ESTA semana se han cumplido seis meses de la guerra de Rusia en Ucrania. Esta guerra, que es invasión y agresión, que es ilegal, ilegítima y criminal, ha producido entre los civiles 5.614 muertos y 7.946 heridos, según recuento de la ONU. Este registro, del que se encarga la Oficina del Alto Comisionado para los Derechos Humanos, incluye solo a las víctimas verificadas positivamente por este organismo, de modo que el número real con toda probabilidad es superior.

Unicef ha calculado que esta guerra en Ucrania ha dejado 972 niños muertos o heridos en estos seis meses. Siendo la fuente la misma, bien cabe colegirse de nuevo que el número real sea mayor. No solo se trata de muertos y heridos, deben denunciarse también, lo dijo esta semana António Guterres, secretario general de la ONU, “graves violaciones del derecho internacional de los derechos humanos y del derecho internacional humanitario cometidas sin apenas rendir cuentas. Millones de ucranianos han perdido sus hogares y sus posesiones materiales, convirtiéndose en desplazados internos o refugiados”.

La directora de Unicef ha incidido sobre los efectos sobre la infancia: “las escuelas han sido objeto de ataques o han sido utilizadas por las partes, por lo que las familias no se sienten seguras para enviar a sus hijos a la escuela. Calculamos que una de cada diez escuelas ha sido dañada o destruida. Todos los niños deben ir a la escuela y aprender.”

Unicef, en este contexto, ha aportado material didáctico a cerca de 290.000 menores, ha involucrado a más de 402.000 en la educación formal y no formal, ha facilitado agua potable a más de 3,4 millones de personas y ha distribuido suministros sanitarios a casi 4 millones de personas en las zonas afectadas por la guerra. En fin, si usted quiere puede ser parte de este esfuerzo con su donación, ya lo sabe.

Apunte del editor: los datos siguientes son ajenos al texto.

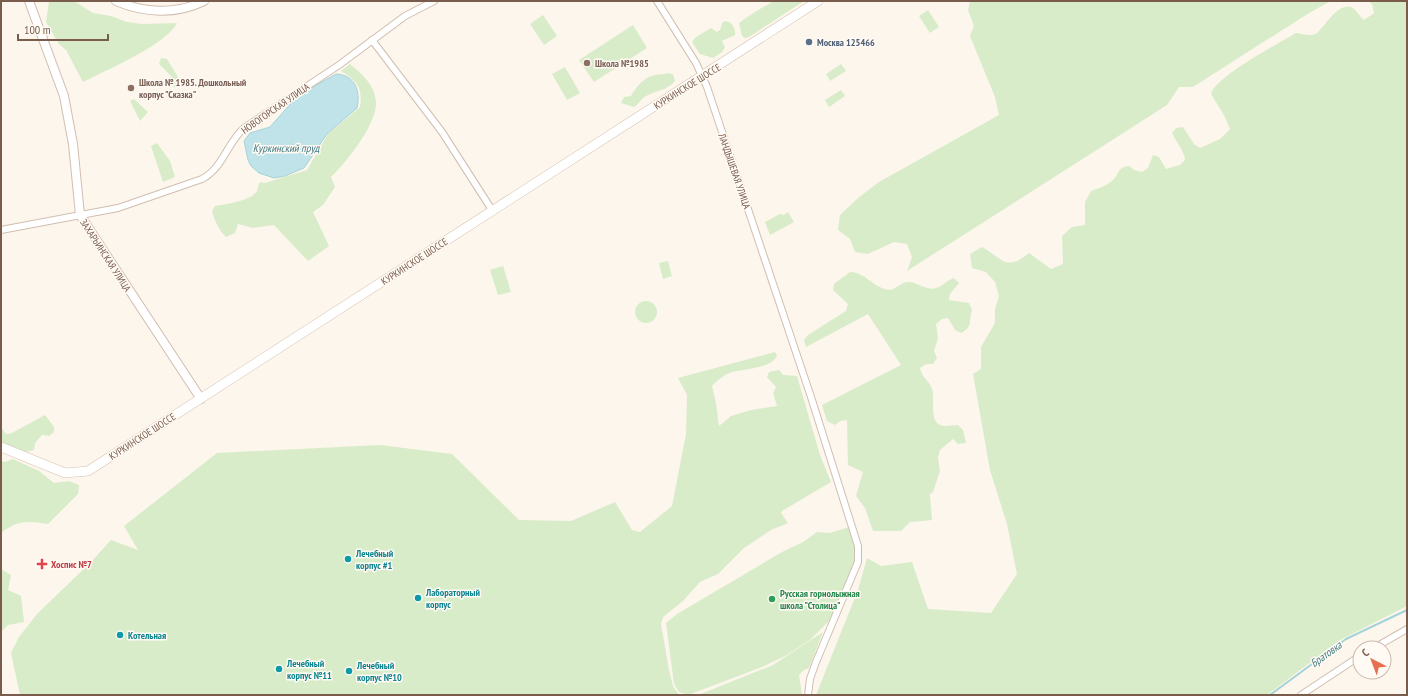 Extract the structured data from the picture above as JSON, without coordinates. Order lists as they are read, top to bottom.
{
  "streets": {
    "main road": ["КУРКИНСКОЕ ШОССЕ"],
    "street": ["НОВОГОРСКАЯ УЛИЦА", "ЛАНДЫШЕВАЯ УЛИЦА", "ЗАХАРЬИНСКАЯ УЛИЦА"]
  },
  "crossings": [
    ["КУРКИНСКОЕ ШОССЕ", "ЛАНДЫШЕВАЯ УЛИЦА"],
    ["КУРКИНСКОЕ ШОССЕ", "ЗАХАРЬИНСКАЯ УЛИЦА"],
    ["НОВОГОРСКАЯ УЛИЦА", "ЗАХАРЬИНСКАЯ УЛИЦА"]
  ],
  "water": ["Куркинский пруд", "Братовка"],
  "places": {
    "other": [
      "Москва 125466",
      "Школа №1985",
      "Школа № 1985. Дошкольный корпус \"Сказка\"",
      "Лечебный корпус #1",
      "Лабораторный корпус",
      "Русская горнолыжная школа \"Столица\"",
      "Котельная",
      "Лечебный корпус №11",
      "Лечебный корпус №10"
    ],
    "health": ["Хоспис №7"]
  },
  "scale_bar": "100 m",
  "north": "top left"
}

Ahí tenemos a nuestro buen Isidro Elezgarai, presidente de Unicef en el País Vasco, que sabrá dar buen uso a lo que podamos aportar.

Pienso en los niños que escribieron sus memorias o sus recuerdos durante la ocupación nazi. Pienso en el inmortal Diario de Anna Frank, o en los mágicos y purísimos Diarios de Petr Ginz, o en los recuerdos increíbles de Thomas Buergenthal en Un niño afortunado. Esta misma semana he visto la delicadísima y tierna película basada en el libro de recuerdos de Judith Kerr, Cuando Hitler robó el conejo rosa, que acabo de comprar en la librería de mi barrio y tengo a mi lado para esta tarde y mañana. Y pienso cuántos y cuántas Anna, Petr, Thomas y Judiths no habrá ahora en Ucrania, o aquí mismo entre los refugiados, a nuestro lado, escribiendo sus recuerdos del año en que Putin decidió robarles la infancia.

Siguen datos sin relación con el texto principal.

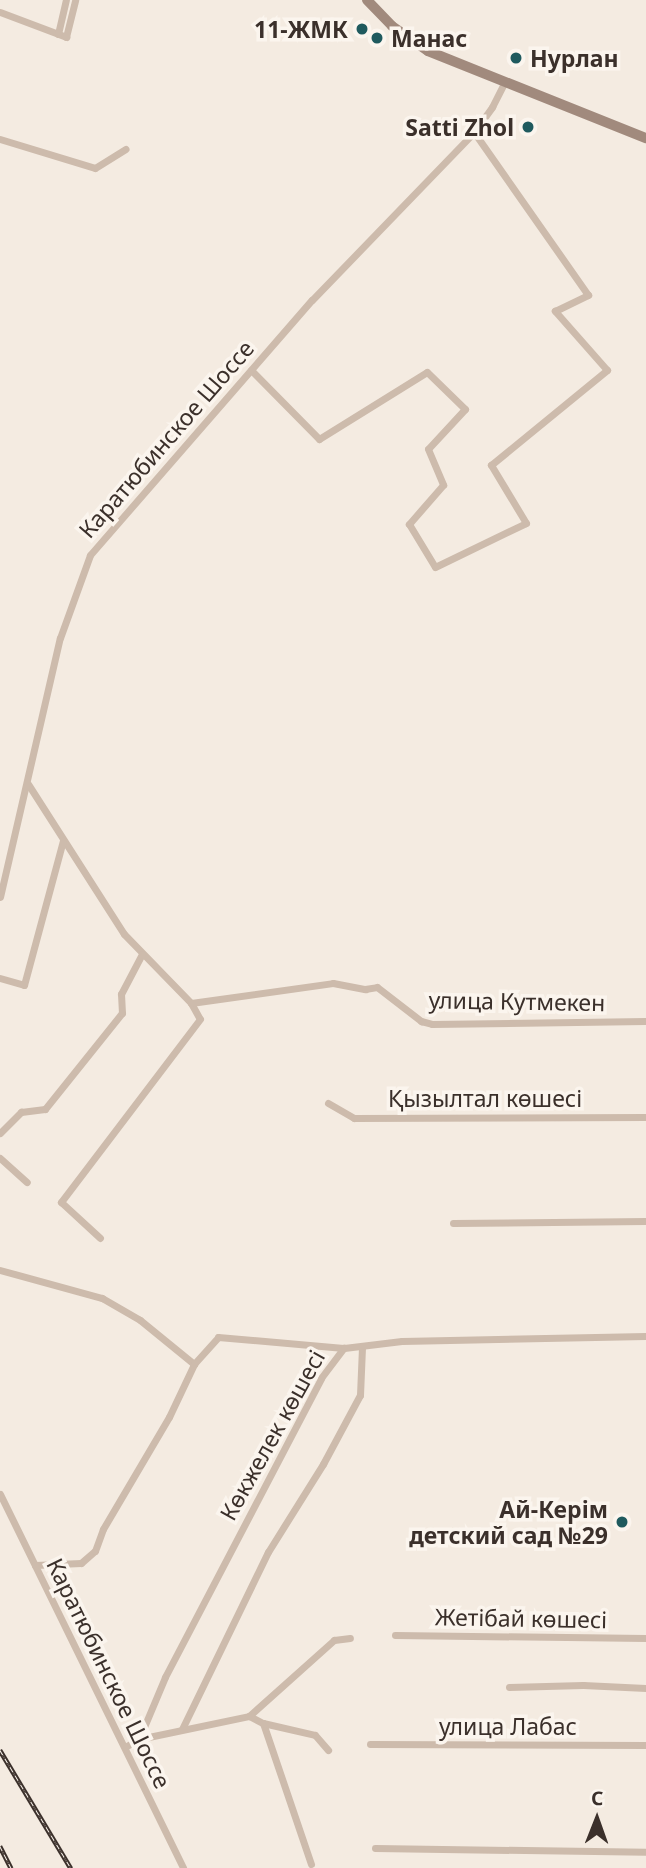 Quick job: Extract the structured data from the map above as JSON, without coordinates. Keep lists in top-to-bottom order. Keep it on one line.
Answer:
{"streets":{"street":["Каратюбинское Шоссе","улица Кутмекен","Қызылтал көшесі","Көкжелек көшесі","Жетібай көшесі","улица Лабас"]},"places":["11-ЖМК","Манас","Нурлан","Satti Zhol","Ай-Керім детский сад №29"],"north":"top"}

En estos libros encontramos a veces detalles menores, de personajes muy secundarios que aparecen de pasada, pero que por su actitud tonta y hostil aumentaron el dolor y la humillación. Los miserables que pintaron Z en los albergues de Bilbao bien podrían jugar el papel de ese odioso personaje. Los que insensiblemente culpan a las víctimas de que la agresión nos sube el precio de la energía o nos obliga a bajar el termostato un par de grados, hacen sus pinitos en ese odioso cásting.

Pero también suele haber en esas historias personajes secundarios que con un aparentemente insignificante detalle menor, con un gesto amable, con un detalle generoso, con una sonrisa justa en el momento adecuado, cambiaron a mejor un día o un momento e imprimieron así en una mente infantil memoria del bien para toda una vida.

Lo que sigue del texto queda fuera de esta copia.